Solved when editing the pyproject.toml to require pytorch version 2.0.1.

powertj commented 10 months ago

Can no longer wrap chain.forward_kinematics with torch.func.vmap. The issue appears to be due to in-place operations in axis_and_angle_to_matrix in pk.cpp. Any idea how much time is saved by doing these in-place vs using torch::cat/torch.stack?

PeterMitrano commented 9 months ago

The issues Tom mentioned about the torch version are going to be a huge pain, so I'm trying to see if using torch.compile can give us comparable speed up to implementing in C++ in which case I will drop the C++ entirely.

PeterMitrano commented 9 months ago

@powertj can you try this again? I've removed the C++ code since even without that it's still faster, and I'm curious if that also fixes your vmap issues. Make sure you fully clean pytorch_kinematics and zpk out of your environment first.

powertj commented 9 months ago

@PeterMitrano when I run test_kinematics.py I get 0.003 seconds for N=1000 FK lookups for the old method and 0.048 seconds for this branch. I copied over the changes to the test script so they should be the same. Any idea why this is the case?

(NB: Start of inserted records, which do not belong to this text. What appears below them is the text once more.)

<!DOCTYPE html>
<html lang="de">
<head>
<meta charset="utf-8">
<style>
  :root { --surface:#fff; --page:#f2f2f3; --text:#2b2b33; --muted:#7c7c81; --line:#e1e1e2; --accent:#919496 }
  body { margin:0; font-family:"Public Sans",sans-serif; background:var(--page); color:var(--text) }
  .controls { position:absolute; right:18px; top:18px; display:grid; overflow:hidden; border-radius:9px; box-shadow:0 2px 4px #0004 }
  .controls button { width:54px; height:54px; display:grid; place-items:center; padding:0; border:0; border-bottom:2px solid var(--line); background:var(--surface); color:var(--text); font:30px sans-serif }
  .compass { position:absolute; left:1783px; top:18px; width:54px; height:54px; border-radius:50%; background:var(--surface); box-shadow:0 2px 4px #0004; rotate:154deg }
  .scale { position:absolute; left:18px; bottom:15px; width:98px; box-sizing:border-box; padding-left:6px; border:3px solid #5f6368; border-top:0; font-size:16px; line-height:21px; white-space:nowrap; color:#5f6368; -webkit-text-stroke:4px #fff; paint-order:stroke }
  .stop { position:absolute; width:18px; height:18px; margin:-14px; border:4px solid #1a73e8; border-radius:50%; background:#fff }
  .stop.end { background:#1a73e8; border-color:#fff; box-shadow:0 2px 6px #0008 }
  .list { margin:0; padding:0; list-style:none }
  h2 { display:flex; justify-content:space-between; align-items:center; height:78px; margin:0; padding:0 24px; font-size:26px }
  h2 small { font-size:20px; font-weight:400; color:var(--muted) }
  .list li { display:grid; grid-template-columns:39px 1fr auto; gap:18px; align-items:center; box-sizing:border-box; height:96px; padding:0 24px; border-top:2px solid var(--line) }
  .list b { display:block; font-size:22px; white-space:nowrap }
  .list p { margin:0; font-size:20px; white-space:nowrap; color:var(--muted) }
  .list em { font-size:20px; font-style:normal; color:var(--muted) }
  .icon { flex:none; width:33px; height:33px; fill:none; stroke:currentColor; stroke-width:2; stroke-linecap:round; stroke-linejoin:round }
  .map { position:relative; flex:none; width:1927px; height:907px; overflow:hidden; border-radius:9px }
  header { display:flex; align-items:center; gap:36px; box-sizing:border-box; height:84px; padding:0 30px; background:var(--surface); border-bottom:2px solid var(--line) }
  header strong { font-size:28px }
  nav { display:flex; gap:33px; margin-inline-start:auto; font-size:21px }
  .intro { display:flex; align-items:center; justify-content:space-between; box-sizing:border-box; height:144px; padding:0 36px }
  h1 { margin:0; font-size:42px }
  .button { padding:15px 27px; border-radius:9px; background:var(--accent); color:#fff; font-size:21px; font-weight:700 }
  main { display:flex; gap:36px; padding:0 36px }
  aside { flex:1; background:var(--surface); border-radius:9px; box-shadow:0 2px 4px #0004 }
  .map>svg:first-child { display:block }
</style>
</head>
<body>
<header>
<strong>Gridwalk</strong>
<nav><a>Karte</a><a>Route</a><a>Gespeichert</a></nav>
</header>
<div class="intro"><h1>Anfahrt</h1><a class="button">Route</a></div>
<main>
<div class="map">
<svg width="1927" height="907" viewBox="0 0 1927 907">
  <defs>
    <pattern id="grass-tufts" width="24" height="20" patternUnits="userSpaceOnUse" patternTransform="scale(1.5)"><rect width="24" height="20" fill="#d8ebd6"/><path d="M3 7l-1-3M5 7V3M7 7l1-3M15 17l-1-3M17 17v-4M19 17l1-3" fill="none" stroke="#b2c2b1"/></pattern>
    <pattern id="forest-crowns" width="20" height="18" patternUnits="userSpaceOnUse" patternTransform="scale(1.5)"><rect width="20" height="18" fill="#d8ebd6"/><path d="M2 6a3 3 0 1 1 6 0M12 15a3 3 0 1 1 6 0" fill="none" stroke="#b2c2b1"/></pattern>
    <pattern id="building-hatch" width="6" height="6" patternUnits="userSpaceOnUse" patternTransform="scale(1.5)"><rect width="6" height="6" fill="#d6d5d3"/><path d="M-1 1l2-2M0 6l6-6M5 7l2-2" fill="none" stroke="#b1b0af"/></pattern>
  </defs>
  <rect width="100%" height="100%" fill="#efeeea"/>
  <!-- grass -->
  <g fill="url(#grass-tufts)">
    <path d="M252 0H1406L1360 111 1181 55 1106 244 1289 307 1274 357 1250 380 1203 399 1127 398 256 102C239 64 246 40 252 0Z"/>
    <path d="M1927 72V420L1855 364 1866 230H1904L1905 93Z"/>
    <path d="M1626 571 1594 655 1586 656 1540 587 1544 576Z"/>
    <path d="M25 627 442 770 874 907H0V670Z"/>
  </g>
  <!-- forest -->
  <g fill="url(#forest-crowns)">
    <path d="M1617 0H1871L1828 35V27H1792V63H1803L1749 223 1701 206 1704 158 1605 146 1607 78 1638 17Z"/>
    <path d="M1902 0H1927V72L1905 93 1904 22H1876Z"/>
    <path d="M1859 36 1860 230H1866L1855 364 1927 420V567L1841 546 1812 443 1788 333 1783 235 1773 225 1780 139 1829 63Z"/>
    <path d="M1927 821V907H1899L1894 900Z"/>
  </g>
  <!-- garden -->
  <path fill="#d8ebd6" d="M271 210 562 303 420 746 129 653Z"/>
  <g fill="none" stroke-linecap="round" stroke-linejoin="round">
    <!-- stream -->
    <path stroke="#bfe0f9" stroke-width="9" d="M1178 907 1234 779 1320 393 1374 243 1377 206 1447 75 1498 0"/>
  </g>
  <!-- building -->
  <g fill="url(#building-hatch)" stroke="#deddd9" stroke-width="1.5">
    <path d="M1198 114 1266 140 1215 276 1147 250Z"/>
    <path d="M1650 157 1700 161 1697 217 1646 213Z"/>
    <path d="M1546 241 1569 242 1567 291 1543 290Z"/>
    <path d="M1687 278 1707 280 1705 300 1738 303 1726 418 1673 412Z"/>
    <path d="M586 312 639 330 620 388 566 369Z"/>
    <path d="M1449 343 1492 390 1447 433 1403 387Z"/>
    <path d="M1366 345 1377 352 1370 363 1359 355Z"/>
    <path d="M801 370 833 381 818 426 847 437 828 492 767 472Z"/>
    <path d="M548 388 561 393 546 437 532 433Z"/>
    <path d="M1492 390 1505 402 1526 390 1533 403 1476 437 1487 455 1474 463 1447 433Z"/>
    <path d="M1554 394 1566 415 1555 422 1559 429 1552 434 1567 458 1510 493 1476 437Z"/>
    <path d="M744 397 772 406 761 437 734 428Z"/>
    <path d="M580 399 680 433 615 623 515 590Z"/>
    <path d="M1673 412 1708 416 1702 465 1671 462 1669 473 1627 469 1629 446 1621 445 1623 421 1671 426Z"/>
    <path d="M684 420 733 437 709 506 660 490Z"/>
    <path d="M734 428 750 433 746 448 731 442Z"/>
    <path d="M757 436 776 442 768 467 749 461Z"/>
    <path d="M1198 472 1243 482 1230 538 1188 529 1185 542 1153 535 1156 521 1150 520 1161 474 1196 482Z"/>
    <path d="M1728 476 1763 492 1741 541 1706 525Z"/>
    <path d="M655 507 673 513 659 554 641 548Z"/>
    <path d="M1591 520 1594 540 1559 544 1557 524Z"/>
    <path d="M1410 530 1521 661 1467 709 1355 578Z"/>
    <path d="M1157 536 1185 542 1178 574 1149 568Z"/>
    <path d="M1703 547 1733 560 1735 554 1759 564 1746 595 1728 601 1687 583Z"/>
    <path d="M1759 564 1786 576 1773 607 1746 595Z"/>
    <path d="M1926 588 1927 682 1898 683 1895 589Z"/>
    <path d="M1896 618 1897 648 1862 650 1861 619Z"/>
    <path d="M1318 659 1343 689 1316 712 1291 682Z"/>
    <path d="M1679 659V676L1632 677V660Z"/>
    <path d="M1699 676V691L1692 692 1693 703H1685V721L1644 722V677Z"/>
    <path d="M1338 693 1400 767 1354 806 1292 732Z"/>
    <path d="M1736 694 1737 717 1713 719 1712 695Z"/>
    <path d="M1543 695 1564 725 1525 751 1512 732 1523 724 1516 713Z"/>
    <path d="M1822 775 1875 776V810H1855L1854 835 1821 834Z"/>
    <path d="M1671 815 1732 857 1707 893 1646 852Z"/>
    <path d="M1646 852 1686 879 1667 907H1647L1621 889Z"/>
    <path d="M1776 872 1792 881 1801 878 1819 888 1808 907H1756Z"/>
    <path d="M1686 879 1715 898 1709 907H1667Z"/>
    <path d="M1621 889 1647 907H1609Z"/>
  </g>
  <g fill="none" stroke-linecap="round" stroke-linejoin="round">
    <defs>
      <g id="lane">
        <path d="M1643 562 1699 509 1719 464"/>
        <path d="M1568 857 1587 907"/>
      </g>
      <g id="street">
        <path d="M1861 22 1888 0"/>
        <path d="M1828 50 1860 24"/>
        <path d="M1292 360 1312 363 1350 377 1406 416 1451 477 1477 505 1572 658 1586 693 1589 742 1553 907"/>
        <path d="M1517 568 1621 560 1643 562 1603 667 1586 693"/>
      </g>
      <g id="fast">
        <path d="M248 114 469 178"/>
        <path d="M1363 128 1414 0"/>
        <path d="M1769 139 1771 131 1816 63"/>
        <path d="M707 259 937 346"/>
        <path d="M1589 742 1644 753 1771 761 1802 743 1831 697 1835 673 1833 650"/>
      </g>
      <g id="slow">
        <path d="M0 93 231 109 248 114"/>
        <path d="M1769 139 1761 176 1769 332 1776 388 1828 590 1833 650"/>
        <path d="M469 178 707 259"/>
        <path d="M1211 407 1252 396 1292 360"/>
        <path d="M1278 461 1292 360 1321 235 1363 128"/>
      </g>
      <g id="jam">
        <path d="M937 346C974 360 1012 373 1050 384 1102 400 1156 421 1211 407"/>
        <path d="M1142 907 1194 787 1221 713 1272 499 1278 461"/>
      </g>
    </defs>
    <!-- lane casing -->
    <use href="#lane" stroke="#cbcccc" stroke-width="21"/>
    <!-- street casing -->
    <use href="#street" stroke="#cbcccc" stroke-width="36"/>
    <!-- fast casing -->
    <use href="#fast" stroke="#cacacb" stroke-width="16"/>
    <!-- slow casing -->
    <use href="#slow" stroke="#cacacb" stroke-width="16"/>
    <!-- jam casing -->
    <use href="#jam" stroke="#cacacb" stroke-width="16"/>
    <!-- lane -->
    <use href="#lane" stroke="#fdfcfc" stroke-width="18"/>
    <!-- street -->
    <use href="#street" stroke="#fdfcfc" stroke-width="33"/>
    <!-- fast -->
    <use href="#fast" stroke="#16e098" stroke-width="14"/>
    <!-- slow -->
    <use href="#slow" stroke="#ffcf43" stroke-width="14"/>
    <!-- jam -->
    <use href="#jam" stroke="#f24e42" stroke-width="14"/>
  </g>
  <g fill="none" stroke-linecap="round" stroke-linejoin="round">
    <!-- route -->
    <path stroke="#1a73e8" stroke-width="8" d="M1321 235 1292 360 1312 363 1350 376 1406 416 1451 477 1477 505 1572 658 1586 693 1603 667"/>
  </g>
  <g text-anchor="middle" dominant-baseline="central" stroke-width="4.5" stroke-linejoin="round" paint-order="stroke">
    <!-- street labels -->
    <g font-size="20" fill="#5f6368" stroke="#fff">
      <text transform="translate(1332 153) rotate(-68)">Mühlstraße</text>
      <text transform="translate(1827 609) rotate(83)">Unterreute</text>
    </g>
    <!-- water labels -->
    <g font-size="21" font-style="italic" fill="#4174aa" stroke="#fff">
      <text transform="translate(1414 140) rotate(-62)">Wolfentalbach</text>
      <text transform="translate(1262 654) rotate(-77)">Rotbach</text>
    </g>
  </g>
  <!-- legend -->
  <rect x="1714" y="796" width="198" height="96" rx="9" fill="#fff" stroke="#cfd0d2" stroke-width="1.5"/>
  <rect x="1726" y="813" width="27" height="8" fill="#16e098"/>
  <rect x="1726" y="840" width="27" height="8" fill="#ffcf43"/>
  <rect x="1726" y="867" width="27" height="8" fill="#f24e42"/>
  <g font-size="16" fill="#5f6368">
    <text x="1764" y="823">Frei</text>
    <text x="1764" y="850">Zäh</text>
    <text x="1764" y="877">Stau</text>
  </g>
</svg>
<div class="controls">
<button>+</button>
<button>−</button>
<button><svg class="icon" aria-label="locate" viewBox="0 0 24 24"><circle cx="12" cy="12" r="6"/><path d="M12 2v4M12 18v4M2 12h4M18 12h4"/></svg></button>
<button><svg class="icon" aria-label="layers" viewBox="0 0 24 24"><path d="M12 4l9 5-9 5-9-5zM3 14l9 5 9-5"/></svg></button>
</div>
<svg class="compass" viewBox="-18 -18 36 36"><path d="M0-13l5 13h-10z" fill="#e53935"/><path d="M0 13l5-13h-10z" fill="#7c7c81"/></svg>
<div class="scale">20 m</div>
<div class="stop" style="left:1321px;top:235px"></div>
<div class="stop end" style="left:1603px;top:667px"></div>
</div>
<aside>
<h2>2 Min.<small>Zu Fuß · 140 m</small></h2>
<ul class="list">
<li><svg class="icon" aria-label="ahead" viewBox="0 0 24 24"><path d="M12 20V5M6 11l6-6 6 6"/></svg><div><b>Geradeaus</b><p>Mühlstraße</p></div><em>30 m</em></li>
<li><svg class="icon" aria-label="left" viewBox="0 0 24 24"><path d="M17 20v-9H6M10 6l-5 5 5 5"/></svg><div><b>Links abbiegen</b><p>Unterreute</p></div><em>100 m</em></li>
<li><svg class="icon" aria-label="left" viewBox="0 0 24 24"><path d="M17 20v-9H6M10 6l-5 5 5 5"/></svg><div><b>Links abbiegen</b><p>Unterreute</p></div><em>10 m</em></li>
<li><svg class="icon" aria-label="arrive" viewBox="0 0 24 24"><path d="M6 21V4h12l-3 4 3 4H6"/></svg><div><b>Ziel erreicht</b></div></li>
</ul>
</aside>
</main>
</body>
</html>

PeterMitrano commented 9 months ago

@PeterMitrano when I run test_kinematics.py I get 0.003 seconds for N=1000 FK lookups for the old method and 0.048 seconds for this branch. I copied over the changes to the test script so they should be the same. Any idea why this is the case?

~On my machine with a 1080ti:~ ~OLD: elapsed 0.1308739185333252s for N=1000 when parallel~ ~NEW: elapsed 0.014335598703473807s for N=1000 when parallel~

The test was being spooky because after moving a Chain to the GPU the first 2-3 calls to FK will be 100x slower.... I've updated the test to ignore these in the timing.